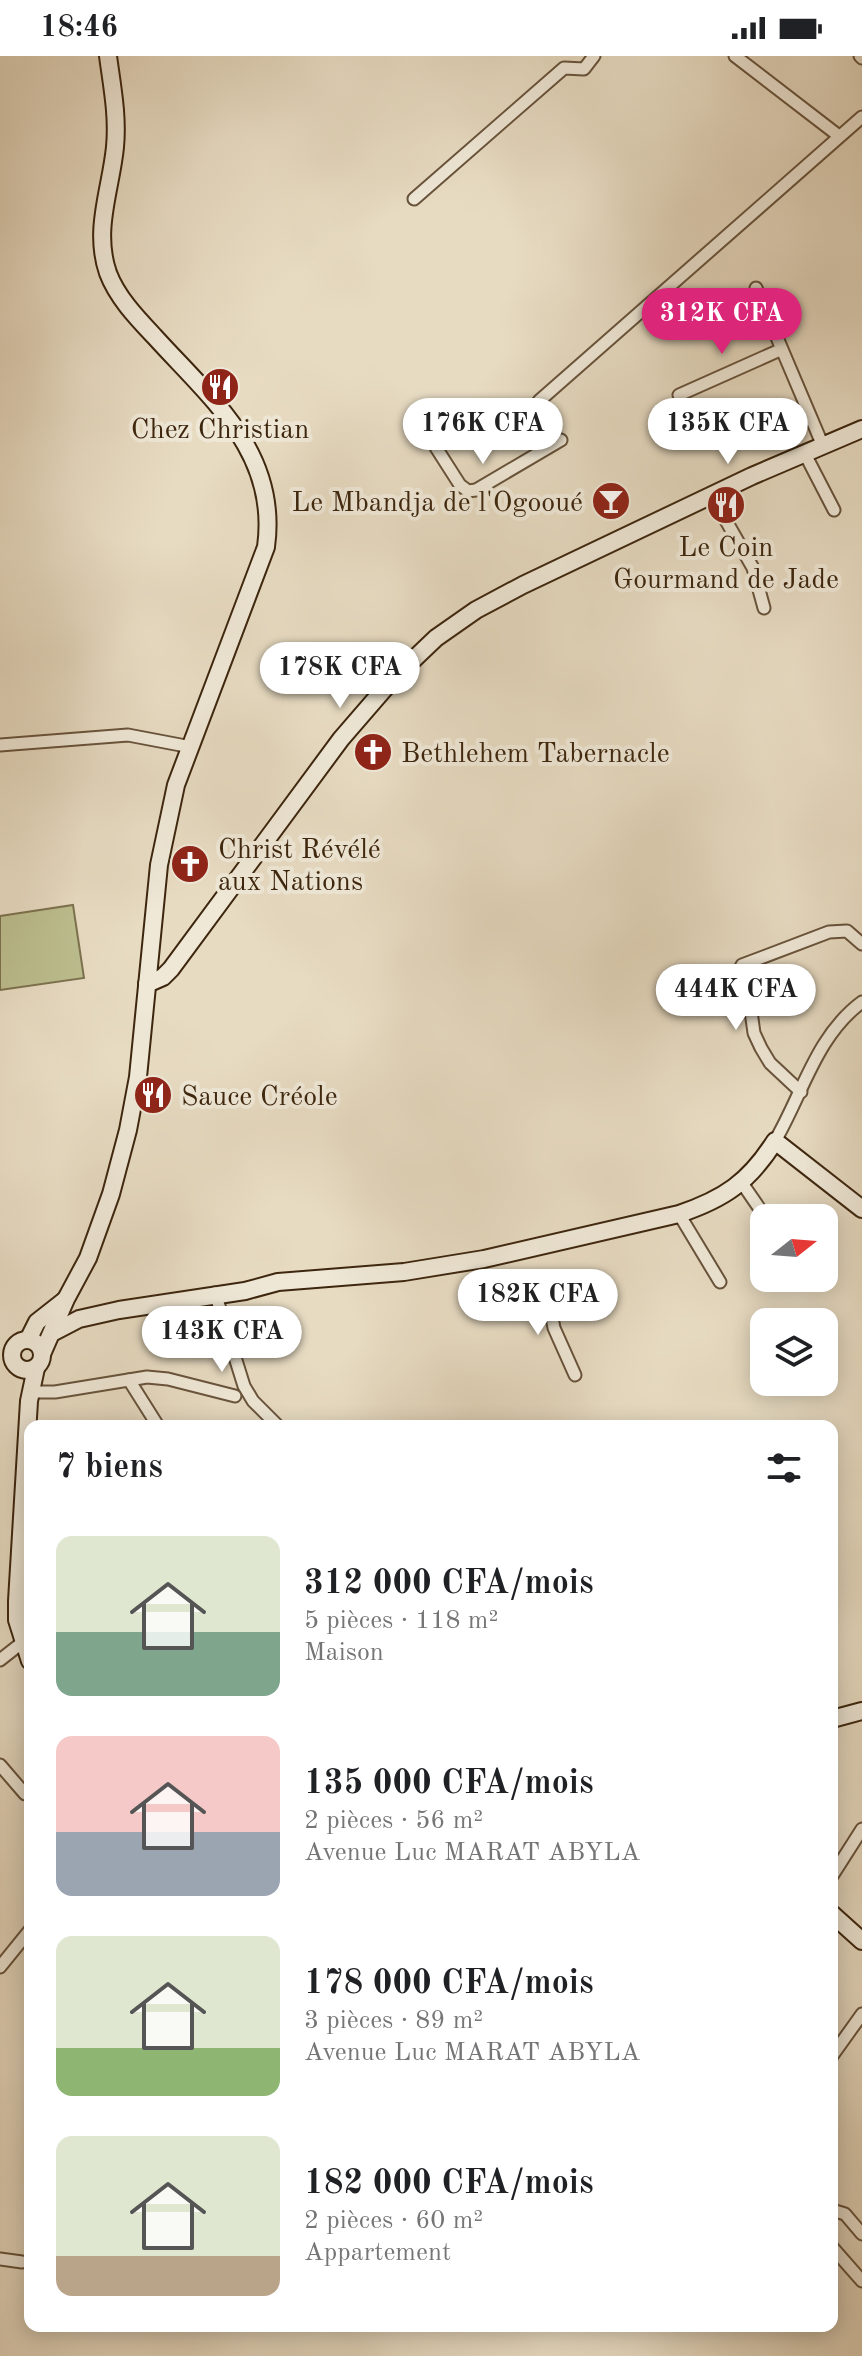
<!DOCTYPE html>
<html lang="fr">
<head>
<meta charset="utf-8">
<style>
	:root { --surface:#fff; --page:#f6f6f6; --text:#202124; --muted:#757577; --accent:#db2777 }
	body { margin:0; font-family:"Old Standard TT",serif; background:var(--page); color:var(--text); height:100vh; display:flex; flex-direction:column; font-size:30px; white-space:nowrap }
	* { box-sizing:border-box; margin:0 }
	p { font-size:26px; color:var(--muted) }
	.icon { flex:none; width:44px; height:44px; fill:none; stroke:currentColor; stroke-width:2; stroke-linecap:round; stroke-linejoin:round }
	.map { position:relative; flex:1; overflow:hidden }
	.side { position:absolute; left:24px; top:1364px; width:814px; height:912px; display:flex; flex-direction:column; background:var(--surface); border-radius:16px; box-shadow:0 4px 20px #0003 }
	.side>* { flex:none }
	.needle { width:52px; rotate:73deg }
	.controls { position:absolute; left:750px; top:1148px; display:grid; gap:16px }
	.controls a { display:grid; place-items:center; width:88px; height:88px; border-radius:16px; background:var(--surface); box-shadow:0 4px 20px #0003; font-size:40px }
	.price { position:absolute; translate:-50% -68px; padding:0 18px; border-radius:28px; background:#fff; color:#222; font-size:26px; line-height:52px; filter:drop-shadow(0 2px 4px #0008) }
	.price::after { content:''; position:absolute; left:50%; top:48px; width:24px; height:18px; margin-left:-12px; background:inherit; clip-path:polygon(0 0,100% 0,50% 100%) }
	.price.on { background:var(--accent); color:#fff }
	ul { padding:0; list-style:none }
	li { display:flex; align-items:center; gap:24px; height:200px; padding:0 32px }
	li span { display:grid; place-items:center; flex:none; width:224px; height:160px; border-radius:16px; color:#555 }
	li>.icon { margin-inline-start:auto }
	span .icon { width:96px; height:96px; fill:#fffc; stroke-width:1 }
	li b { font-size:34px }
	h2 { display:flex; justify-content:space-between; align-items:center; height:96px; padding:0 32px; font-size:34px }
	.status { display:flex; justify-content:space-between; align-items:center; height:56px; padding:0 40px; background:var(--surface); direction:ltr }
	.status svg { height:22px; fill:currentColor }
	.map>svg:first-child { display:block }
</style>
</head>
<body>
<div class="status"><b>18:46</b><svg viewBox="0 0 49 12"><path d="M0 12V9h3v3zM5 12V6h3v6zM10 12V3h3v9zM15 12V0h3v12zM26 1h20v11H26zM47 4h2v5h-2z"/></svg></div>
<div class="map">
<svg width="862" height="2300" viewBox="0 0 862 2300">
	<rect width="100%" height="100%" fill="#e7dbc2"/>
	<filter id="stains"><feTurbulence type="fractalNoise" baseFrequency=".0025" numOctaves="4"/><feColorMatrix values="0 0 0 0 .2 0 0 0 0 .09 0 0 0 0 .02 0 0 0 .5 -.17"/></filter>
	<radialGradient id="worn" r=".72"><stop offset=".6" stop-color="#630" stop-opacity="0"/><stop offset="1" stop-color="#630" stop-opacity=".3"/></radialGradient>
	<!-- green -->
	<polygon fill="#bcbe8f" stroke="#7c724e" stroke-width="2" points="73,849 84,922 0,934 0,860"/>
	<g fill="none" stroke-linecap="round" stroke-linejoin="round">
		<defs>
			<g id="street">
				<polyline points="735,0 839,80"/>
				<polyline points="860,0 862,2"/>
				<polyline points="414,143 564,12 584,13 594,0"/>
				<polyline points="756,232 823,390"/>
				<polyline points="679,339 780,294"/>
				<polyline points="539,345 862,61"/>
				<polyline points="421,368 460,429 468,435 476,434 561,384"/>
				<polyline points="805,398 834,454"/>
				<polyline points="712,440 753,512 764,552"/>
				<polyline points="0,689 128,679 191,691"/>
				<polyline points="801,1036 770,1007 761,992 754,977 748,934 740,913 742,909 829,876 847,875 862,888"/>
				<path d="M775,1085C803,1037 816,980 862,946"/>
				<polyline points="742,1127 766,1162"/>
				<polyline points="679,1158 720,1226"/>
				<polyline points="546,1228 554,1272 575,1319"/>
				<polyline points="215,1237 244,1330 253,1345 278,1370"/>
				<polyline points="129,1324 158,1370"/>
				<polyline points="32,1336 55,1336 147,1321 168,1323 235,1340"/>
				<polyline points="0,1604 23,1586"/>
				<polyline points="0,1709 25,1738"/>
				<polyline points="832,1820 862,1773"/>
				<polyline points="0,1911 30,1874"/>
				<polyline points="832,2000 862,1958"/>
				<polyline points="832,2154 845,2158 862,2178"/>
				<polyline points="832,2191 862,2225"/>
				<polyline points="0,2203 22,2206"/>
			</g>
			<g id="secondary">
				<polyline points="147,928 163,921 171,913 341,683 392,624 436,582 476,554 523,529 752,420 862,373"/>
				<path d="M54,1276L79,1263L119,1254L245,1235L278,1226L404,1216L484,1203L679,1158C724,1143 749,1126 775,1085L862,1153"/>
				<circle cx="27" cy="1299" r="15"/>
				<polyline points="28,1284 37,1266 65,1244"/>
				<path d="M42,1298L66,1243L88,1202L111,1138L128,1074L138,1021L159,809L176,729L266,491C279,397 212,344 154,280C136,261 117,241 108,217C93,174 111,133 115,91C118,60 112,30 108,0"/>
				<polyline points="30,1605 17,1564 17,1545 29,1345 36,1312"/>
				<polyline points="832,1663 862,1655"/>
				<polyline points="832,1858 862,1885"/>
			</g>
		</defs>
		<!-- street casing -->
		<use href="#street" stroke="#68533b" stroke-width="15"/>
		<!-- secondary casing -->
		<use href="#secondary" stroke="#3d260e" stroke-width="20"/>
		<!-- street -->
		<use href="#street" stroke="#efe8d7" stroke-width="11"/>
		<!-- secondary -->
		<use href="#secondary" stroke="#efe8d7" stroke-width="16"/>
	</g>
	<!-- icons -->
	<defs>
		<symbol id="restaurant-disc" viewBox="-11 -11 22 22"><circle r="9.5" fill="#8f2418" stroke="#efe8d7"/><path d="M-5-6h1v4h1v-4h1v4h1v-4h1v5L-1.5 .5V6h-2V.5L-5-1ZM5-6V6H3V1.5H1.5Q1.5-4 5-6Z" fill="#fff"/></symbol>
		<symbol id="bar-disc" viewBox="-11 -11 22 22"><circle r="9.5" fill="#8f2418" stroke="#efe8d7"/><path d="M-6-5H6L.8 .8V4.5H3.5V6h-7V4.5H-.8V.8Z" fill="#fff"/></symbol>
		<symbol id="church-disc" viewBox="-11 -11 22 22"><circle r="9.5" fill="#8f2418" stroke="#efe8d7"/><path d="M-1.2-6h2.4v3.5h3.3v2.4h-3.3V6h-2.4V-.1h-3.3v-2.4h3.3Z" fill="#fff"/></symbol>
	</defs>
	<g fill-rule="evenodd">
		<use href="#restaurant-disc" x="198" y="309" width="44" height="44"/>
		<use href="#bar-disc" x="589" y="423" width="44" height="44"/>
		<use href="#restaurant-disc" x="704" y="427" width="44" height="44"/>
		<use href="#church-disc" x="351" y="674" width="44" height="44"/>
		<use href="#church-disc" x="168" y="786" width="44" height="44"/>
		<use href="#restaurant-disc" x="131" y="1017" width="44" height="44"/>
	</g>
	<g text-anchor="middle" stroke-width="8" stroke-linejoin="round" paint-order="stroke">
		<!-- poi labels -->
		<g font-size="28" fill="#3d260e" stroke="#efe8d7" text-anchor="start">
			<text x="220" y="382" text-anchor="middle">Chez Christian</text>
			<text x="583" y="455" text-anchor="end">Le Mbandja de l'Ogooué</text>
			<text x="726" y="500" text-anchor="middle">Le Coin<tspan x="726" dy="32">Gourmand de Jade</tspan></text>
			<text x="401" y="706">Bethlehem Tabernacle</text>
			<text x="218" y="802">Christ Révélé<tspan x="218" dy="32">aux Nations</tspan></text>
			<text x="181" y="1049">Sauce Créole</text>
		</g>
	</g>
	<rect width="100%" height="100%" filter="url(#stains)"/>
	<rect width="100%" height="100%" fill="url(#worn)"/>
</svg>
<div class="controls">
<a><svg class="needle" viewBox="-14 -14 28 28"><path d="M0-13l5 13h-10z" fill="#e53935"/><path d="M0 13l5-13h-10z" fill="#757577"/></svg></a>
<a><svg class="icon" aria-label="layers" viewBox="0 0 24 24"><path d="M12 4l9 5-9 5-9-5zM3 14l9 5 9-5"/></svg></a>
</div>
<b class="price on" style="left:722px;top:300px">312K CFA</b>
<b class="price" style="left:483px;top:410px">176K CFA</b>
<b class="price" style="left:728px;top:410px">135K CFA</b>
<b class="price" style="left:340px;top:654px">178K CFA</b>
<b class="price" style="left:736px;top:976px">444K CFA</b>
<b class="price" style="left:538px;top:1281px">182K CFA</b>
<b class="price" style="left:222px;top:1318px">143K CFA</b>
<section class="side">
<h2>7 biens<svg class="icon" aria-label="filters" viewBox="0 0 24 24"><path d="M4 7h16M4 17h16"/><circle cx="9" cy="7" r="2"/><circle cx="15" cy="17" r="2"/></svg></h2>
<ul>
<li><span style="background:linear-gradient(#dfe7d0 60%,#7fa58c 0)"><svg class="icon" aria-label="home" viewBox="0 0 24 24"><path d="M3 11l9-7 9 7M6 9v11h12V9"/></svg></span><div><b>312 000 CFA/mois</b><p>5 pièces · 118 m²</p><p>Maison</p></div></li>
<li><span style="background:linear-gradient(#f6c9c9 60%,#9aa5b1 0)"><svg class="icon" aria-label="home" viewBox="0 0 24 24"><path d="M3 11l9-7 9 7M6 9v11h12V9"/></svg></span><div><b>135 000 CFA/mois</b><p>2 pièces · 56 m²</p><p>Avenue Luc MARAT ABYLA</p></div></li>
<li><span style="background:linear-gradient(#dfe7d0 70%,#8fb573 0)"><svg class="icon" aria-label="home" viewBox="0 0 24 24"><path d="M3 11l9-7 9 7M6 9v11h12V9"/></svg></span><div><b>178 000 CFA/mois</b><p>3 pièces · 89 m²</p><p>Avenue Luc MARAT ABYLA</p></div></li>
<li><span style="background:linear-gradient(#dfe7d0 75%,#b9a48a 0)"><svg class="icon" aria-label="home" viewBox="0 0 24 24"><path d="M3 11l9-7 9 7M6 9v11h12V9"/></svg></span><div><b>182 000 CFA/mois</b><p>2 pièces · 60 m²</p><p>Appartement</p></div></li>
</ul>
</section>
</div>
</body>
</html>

------

(Task description)
For the word "margin", show every line of the entries that holds it.

(Answer below)
	body { margin:0; font-family:"Old Standard TT",serif; background:var(--page); color:var(--text); height:100vh; display:flex; flex-direction:column; font-size:30px; white-space:nowrap }
	* { box-sizing:border-box; margin:0 }
	.price::after { content:''; position:absolute; left:50%; top:48px; width:24px; height:18px; margin-left:-12px; background:inherit; clip-path:polygon(0 0,100% 0,50% 100%) }
	li>.icon { margin-inline-start:auto }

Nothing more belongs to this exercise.